Nuova impresa di Nibali: va in maglia rosa e ipoteca la vittoria del Giro d’Italia

28 Mag 2016 17:31 - di Robert Perdicchi

Ieri era risorto, aveva rimontato fino alla seconda posizione. Oggi Vincenzo Nibali s’è preso la maglia rosa del Giro d’Italia, ormai in cassaforte, a meno di clamorose debacle nell’ultima tappa di domani, sulla carta del tutto inoffensiva. Staccato il colombiano Chavez, che lo prevedeva di 44 secondi. La vittoria è andata a Taaramaenella tappa di 163 km da Guillestre a San’Anna di Vinadio. Nibali è scattato sul Colle della Lombarda, ai 15 chilometri dall’arrivo, staccando Chaves e Valverde, per poi arrivare secondo e prendersi la maglia rosa.

Vincenzo Nibali, neo maglia rosa e virtuale vincitore del Giro d’Italia alla vigilia della passerella di domani, ha ricevuto i primi complimenti all’arrivo dai familiari di Esteban Chaves, il colombiano cui ha strappato il primato, quando ormai era chiaro il passaggio di maglia rosa. Il campione siciliano, una volta tagliato il traguardo, ha atteso l’arrivo degli altri corridori stremato dalla fatica, a bocca aperta e accasciato sul manubrio.

Le grandi imprese prima di Nibali

Una delle ultime imprese porta proprio la sua firma, quando al Giro 2013, già certo del successo, conquistò nella tormenta la terribile tappa sulle Tre Cime di Lavaredo. Per Vincenzo Nibali non è quindi una novità sottolineare con imprese d’altri tempi le sue vittorie nei grandi appuntamenti, come ha fatto oggi strappando la maglia rosa a Chaves nell’ultima e forse più difficile tappa del Giro. Il campione di Messina iscrive il suo nome nell’albo delle grandi gesta del ciclismo. Tra le mille imprese di Fausto Coppi, una delle più citate è la fuga di quasi 200 km compiuta nella tappa Cuneo-Pinerolo del Giro del 1949, ritenuta da alcuni la più leggendaria della corsa rosa e, forse, del ciclismo. Da solo affrontò cinque colli, Maddalena, Vars, Izoard, Monginevro e Sestriere, arrivando al traguardo con 12′ di vantaggio su Gino Bartali.
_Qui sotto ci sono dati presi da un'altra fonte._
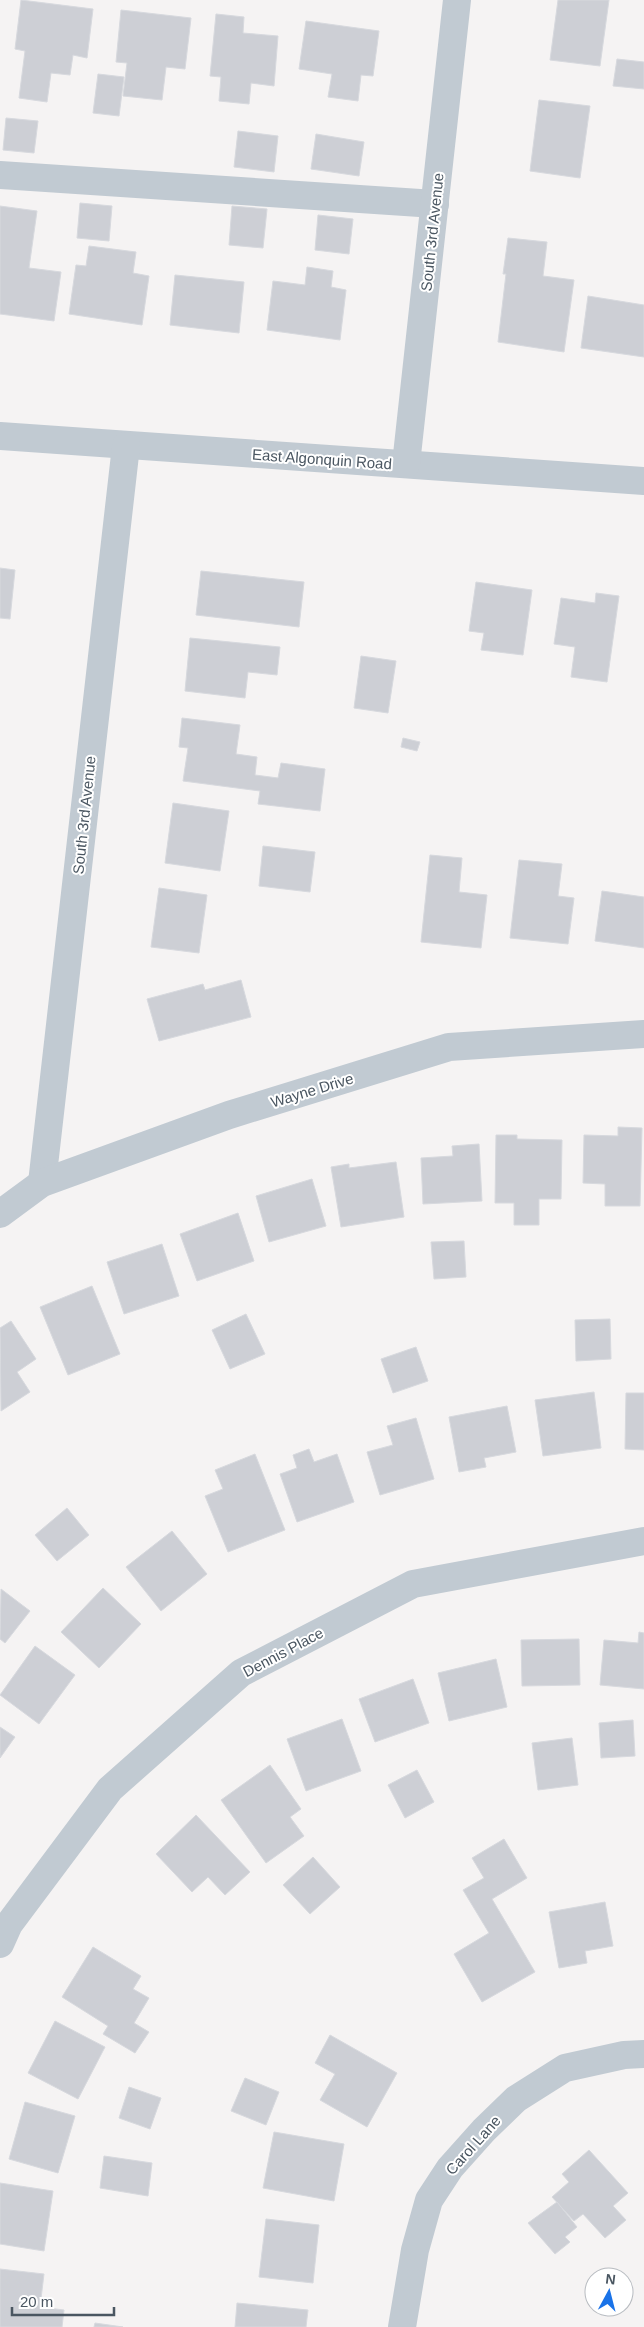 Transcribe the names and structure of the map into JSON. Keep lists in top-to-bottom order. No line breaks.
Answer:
{"streets":{"street":["South 3rd Avenue","East Algonquin Road","Wayne Drive","Dennis Place","Carol Lane"]},"crossings":[["South 3rd Avenue","East Algonquin Road"],["South 3rd Avenue","Wayne Drive"]],"scale_bar":"20 m","north":"top"} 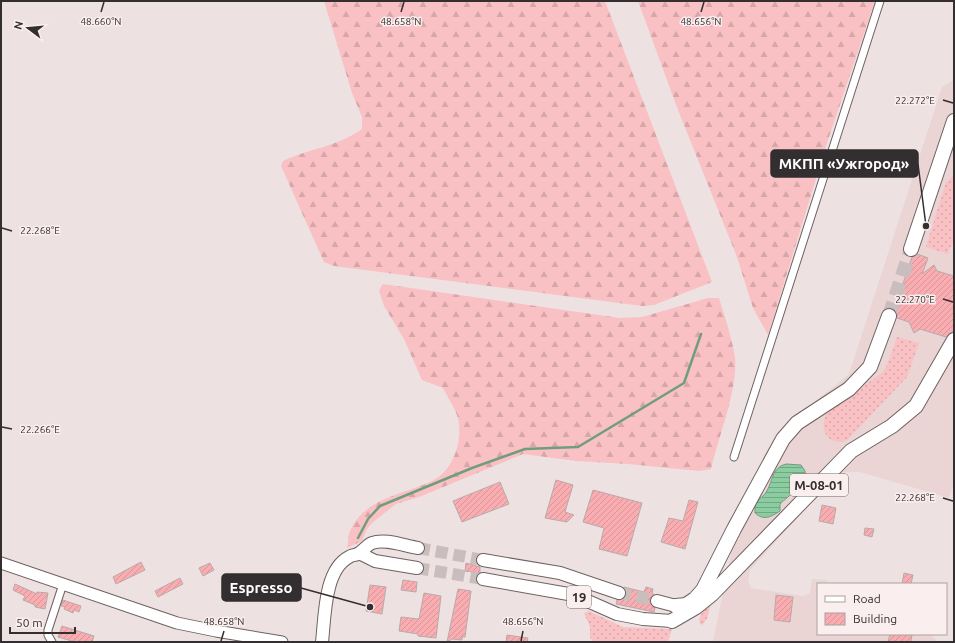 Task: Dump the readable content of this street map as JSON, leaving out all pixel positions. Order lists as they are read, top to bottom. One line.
{"streets":{"highway":["М-08-01"],"main road":["19"]},"crossings":[["М-08-01","19"]],"places":["МКПП «Ужгород»","Espresso"],"legend":["Road","Building"],"scale_bar":"50 m","north":"left","coordinates":["48.660°N","48.658°N","48.656°N","22.272°E","22.268°E","22.270°E","22.266°E"]} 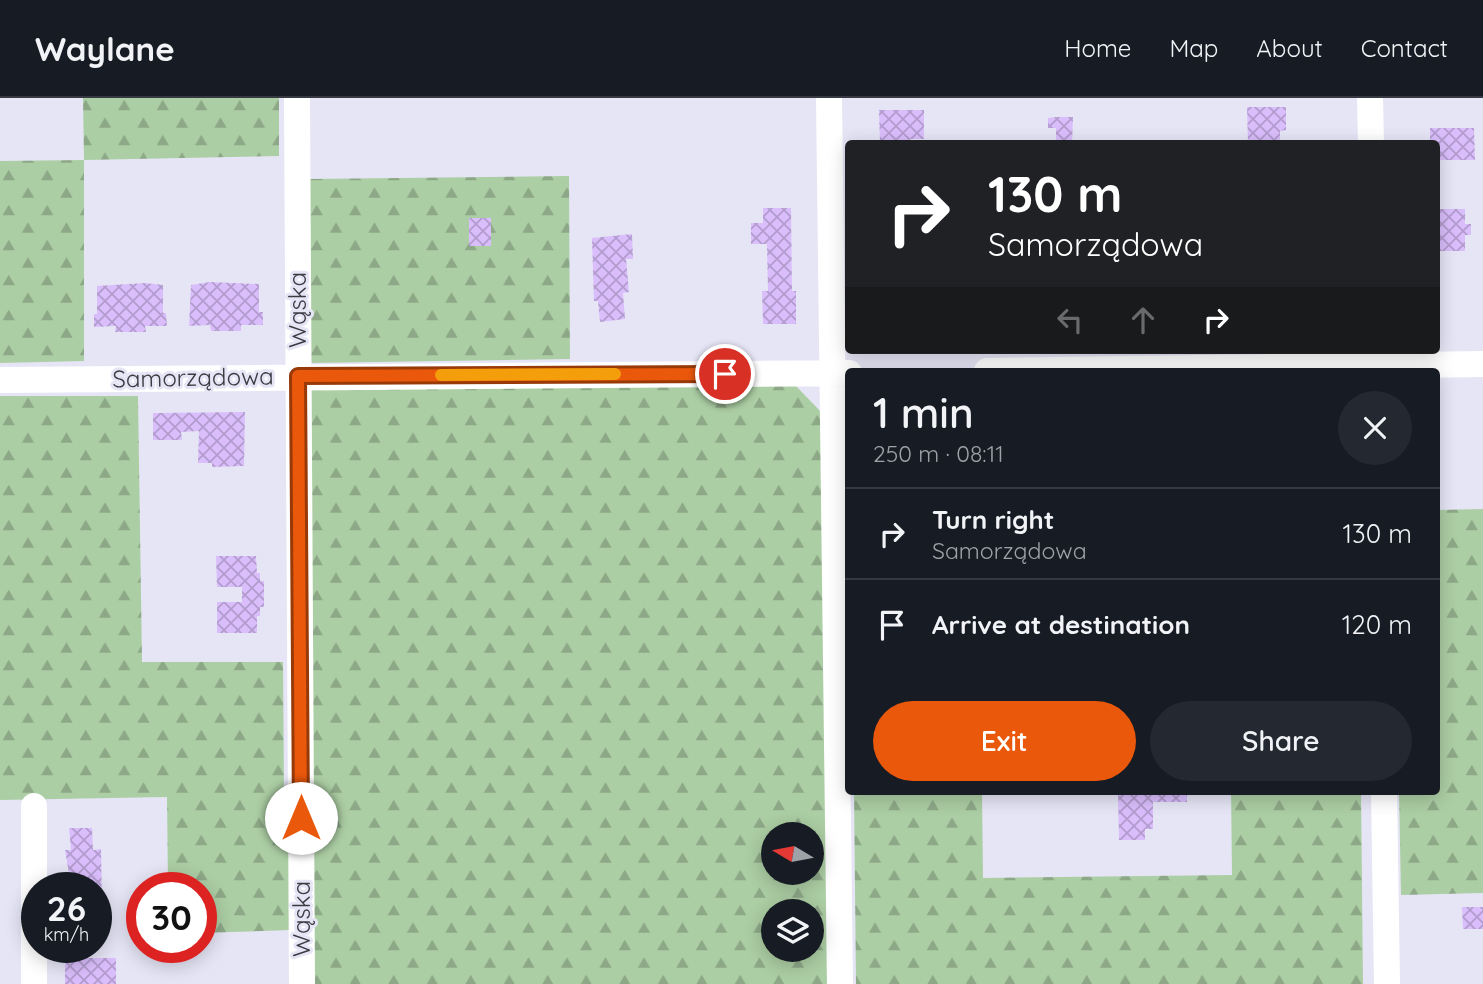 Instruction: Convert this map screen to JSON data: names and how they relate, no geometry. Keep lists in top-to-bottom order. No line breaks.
{"streets":{"street":["Wąska","Samorządowa"]},"crossings":[["Wąska","Samorządowa"]],"north":"left","page":{"header":"Waylane","nav":["Home","Map","About","Contact"],"turn":["130 m","Samorządowa"],"heading":["1 min","250 m · 08:11"],"list":[{"name":"Turn right","note":"Samorządowa","value":"130 m"},{"name":"Arrive at destination","value":"120 m"}],"buttons":["Exit","Share"],"speed":"26 km/h","limit":"30"}} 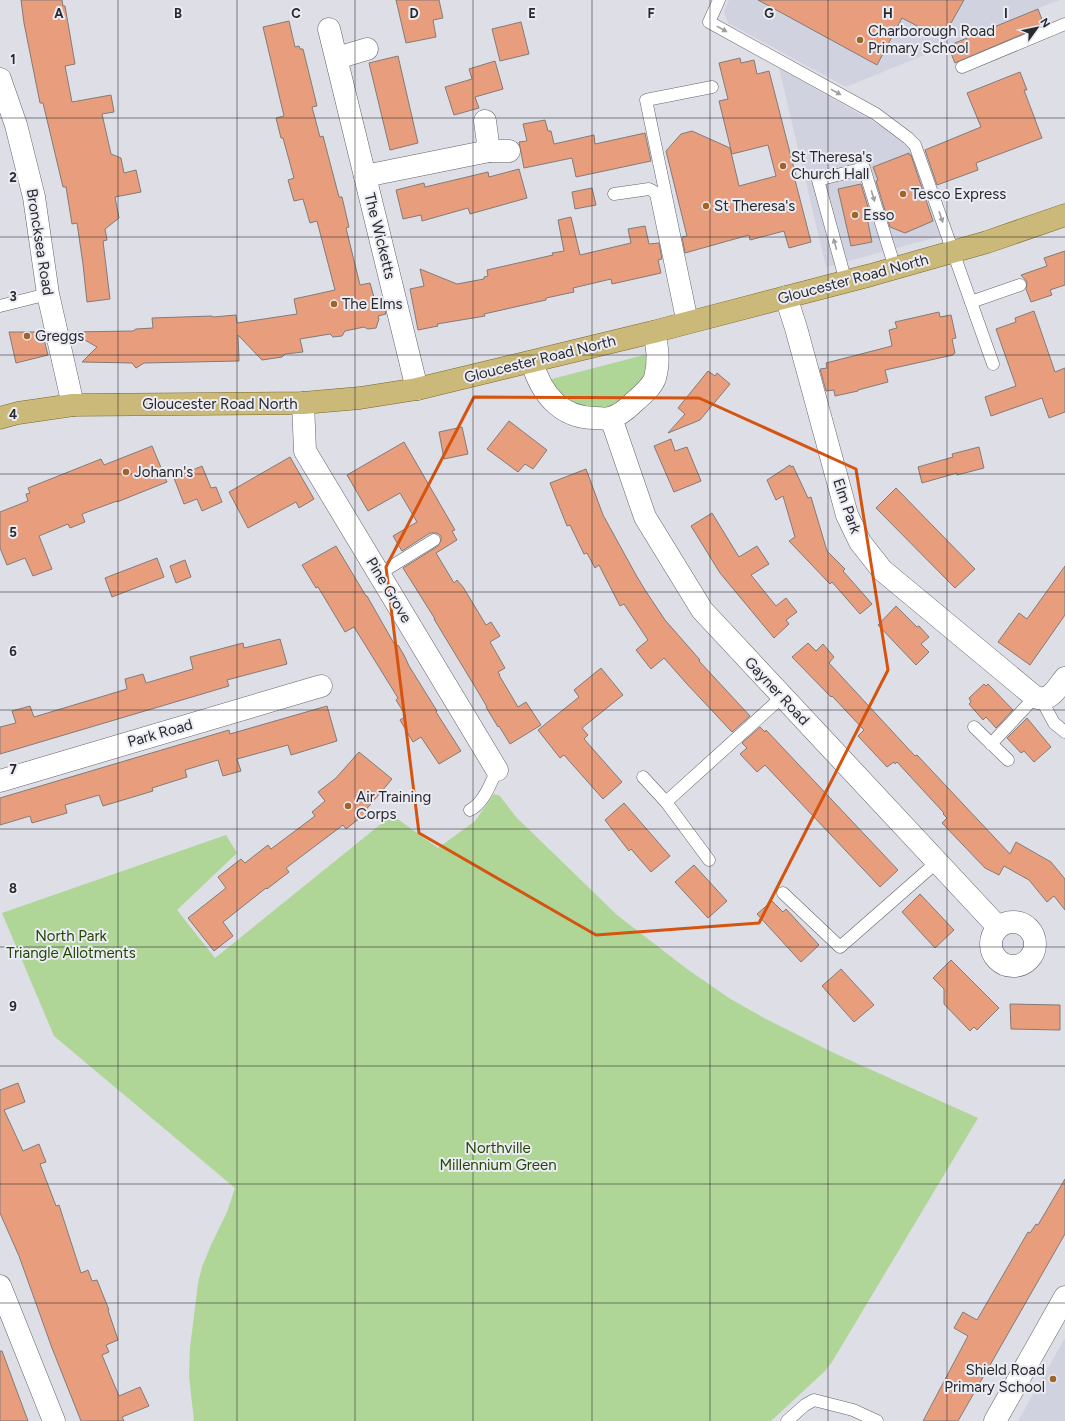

Quel giorno Dino Buzzati scrisse: «Non rivedremo più che due corridori fino alla fine, il fuggiasco e l’inseguitore, due eroi che si disputano il regno». Oltre dieci anni prima, al Giro ’37, il toscano Bartali domò le Dolomiti, staccando tutti sui passi Rolle e Costalunga ed arrivando al traguardo di Merano con 5′ di vantaggio che gli garantirono la vittoria nella maglia rosa. Si passa poi al 1956 – ancora il Giro, ancora la neve – quando il lussemburghese Charly Gaul si impose sul Monte Bondone, conquistando la maglia rosa che portò fino alla fine. Una tempesta di neve costrinse al ritiro gran parte dei corridori, Gaul tenne duro e arrivò da solo al traguardo, semiassiderato. Non da meno, anzi, fu però Fiorenzo Magni, che arrivò con la spalla fratturata e il manubrio tenuto con i denti, attraverso un laccio particolare. Aveva ancora qualche capello, Pantani, quando andò all’attacco contro Miguel Indurain ed Eugenio Berzin sulle Dolomiti nel Giro del ’94. Quando vinse la prima tappa all’Aprica aveva la faccia seria: “Domani ci riprovo”. Domani c’era il Mortirolo. E fu subito leggenda. Un’altra del Pirata: al Giro 1999 fu costretto a fermarsi per salto della catena a 10 km dall’arrivo al Santuario di Oropa, salvo poi tornare sugli avversari e superarli uno a uno prima di vincere per distacco. Un passo indietro nel tempo per trovare Eddy Merckx, forse il più forte di sempre, e ritrovare le Tre Cime, nel Giro del 1968: in una giornata di neve e gelo, il Cannibale non fece prigionieri.